MHP, Recep Tayyip Erdoğan’a ve onun yaptığı her şeye muhalefet ederken ve halkın seçeceği ilk cumhurbaşkanı seçimlerinde Erdoğan’ın karşısına ortay aday çıkarmak için CHP ile ittifak oluştururken, aniden fikir değiştirdi. “Anayasayı fiili duruma uydurma” projesiyle cumhurbaşkanlığı sistemine geçilmesini sağladı. Bu sistemde cumhurbaşkanı seçilebilmek için yüzde 50+1 oy gerekiyordu. Bu da en azından cumhurbaşkanlığı seçimlerinde ittifakı zorunlu hale getiriyordu. MHP ile AKP bunun için bir ittifak oluşturunca karşı blokda CHP, İyi Parti, SP ve DP de Millet İttifakını kurdu. Gerekli yasal düzenlemeler yapılmıştı ve ittifak yapan partiler kendi amblemleriyle ittifak halinde seçime girebiliyorlardı. 2018 seçimleri öncesi kurulan Cumhur İttifakı koalisyon hükümeti olarak, Millet İttifakı da katılan parti sayısı artarak varlıklarını devam ettiriyorlar. 2019’da yerel seçimlerde de aynı ittifaklar birkaç istisnai örnek dışında devam etti. Örneğin SP kendi adaylarını çıkardı ki bu da Millet İttifakı için stratejik hamleydi. HDP de bazı yerlerde aday çıkarmayarak dolaylı Millet İttifakı adaylarına destek verdi. Aslında bu bloklaşma, 2017 yılındaki cumhurbaşkanlığı sistemine geçişin oylandığı referandumda ortaya çıktı ve halen devam ediyor.

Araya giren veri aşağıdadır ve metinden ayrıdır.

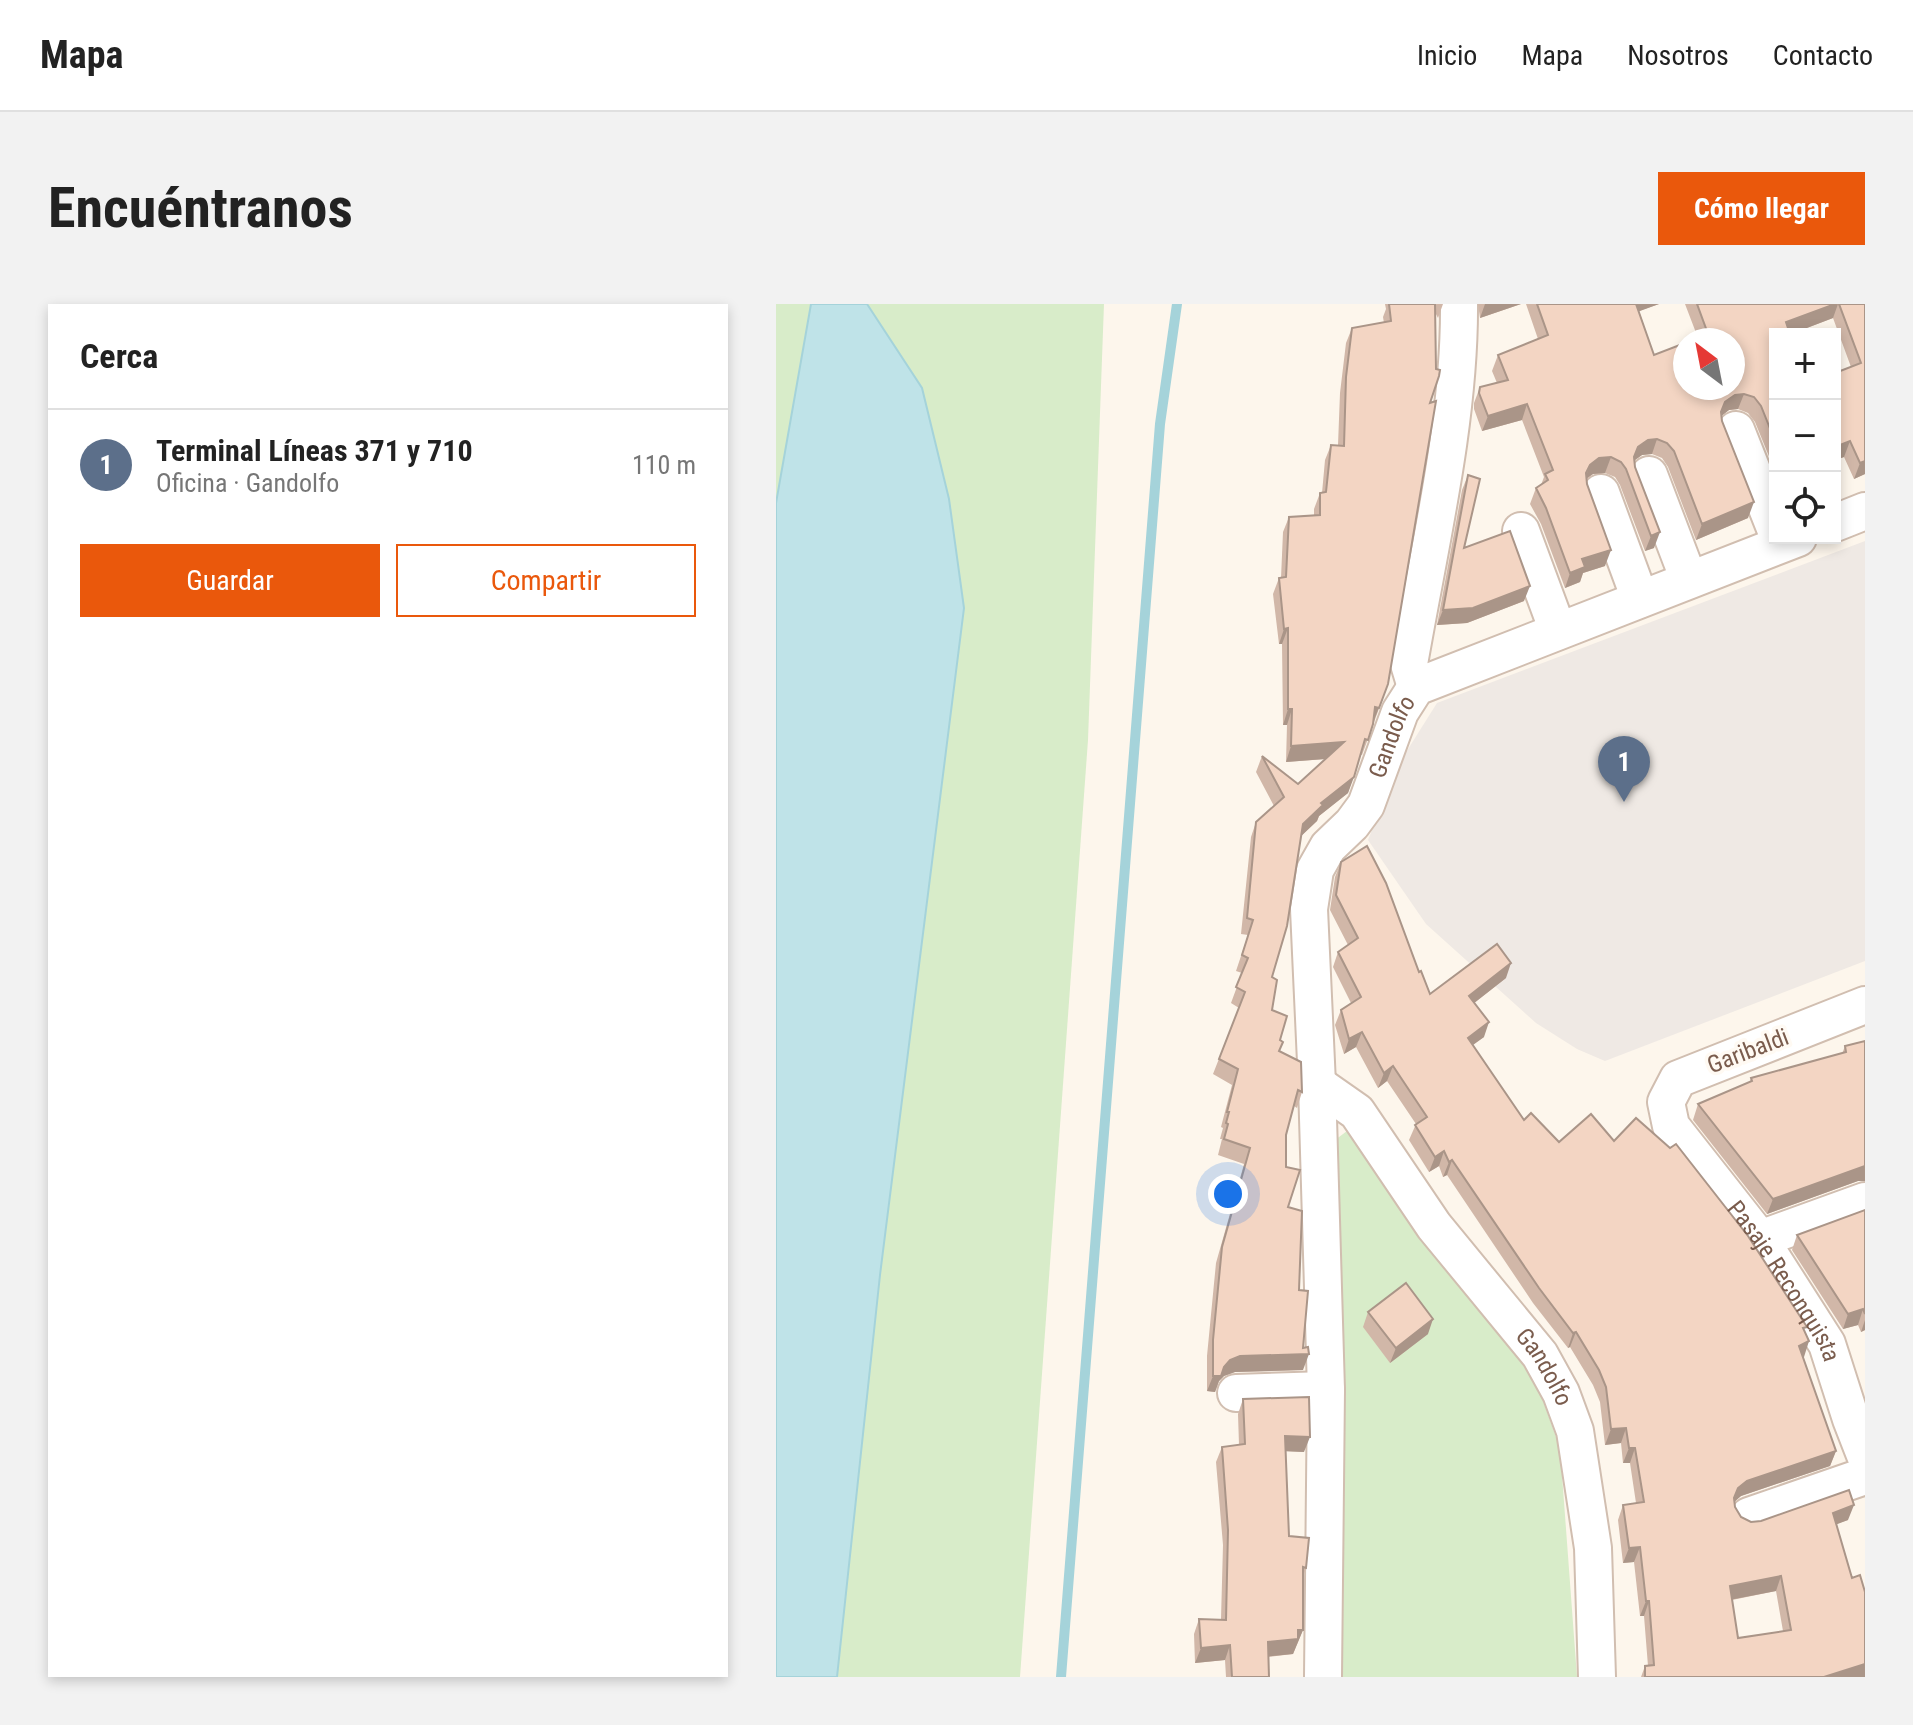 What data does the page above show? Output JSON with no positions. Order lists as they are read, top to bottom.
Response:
{
  "streets": {
    "street": ["Gandolfo", "Garibaldi", "Pasaje Reconquista"]
  },
  "crossings": [
    ["Garibaldi", "Pasaje Reconquista"]
  ],
  "north": "top left",
  "page": {
    "header": "Mapa",
    "nav": [
      "Inicio",
      "Mapa",
      "Nosotros",
      "Contacto"
    ],
    "buttons": [
      "Cómo llegar",
      ["Guardar", "Compartir"]
    ],
    "title": "Encuéntranos",
    "heading": "Cerca",
    "map_buttons": ["+", "−"],
    "list": [
      {
        "mark": "1",
        "name": "Terminal Líneas 371 y 710",
        "note": "Oficina · Gandolfo",
        "value": "110 m"
      }
    ],
    "pins": "1"
  }
}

Şimdi önümüzde 3 ittifak modeli duruyor. HDP, 24 Haziran seçimlerinde adını koymamıştı ama bir ittifaktı. Parlamentoya taşıdığı TİP, bu zeminde sol adına muhalefet yaparak bir yandan da büyüyor. TİP’in parlamentodaki varlığından en çok memnun olan parti de CHP. HDP şimdi adını da koyarak, genişleyerek sol, sosyalist partilerle birlikte yol almanın görüşmelerini yapıyor. TKP ile ayrı bir koldan görüşmeler yürütülürken SOL parti ilkesel olarak bu görüşmelerde yer almayacağını açıkladı. Cumhur İttifakı sonuçta 2 kişiyle yürüyor. Devlet Bahçeli’nin adayı belli ama Erdoğan’ın adayı henüz belli değil. Cumhur İttifakında kazanabilecek cumhurbaşkanı adayı sıkıntısı mevcut.

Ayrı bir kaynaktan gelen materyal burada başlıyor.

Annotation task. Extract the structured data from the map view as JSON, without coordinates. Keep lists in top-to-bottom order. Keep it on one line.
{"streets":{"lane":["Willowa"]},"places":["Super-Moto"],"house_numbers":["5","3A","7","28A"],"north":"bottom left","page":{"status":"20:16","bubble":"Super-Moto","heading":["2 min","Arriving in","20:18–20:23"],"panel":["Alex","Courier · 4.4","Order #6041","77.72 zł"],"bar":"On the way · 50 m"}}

Millet İttifakı yerel seçimlerde ele geçirdiği psikolojik üstünlüğü sonrasında da işlemeye devam ediyor. 6 genel başkanın katılımıyla açıkladıkları bildirge artık kurumsal olarak hepsini bağlıyor. Buradan dönüş yok. İlk somut çalışmalarını 28 Şubat’ta açıklayacaklar. Artık 6 parti bundan sonra hiçbir konuda anlaşamasalar bile bu anayasa değişikliği için Meclis’te beraber mücadele verecekler. Kaldı ki bu saatten sonra Millet İttifakı’ndan ayrılanın ödeyeceği politik maliyet hayli yüksek olur. Çünkü demokrasi zemininde siyaset toptan yer aldığı zaman zemin sağlamlaşıyor. Tarihsel örnekleri var bunun. Millet İttifakı olarak adlandırdığımız, adının değişmesi tartışılan ama değişmemesi beklenilen muhalefet bloğu, uzun vadeli planlar yapmaya da başladı. Birlikte senkronize hareket etme yeteneği anayasa değişiklik metninin oluşmasında ortaya çıkınca, çıta yükseltildi. Artık, seçimler sonrasında bir koalisyon hükümeti gibi memleketin meselelerine dair somut ve ortak kaleme alınan ve karara bağlanan çözüm önerilerine sıra geliyor.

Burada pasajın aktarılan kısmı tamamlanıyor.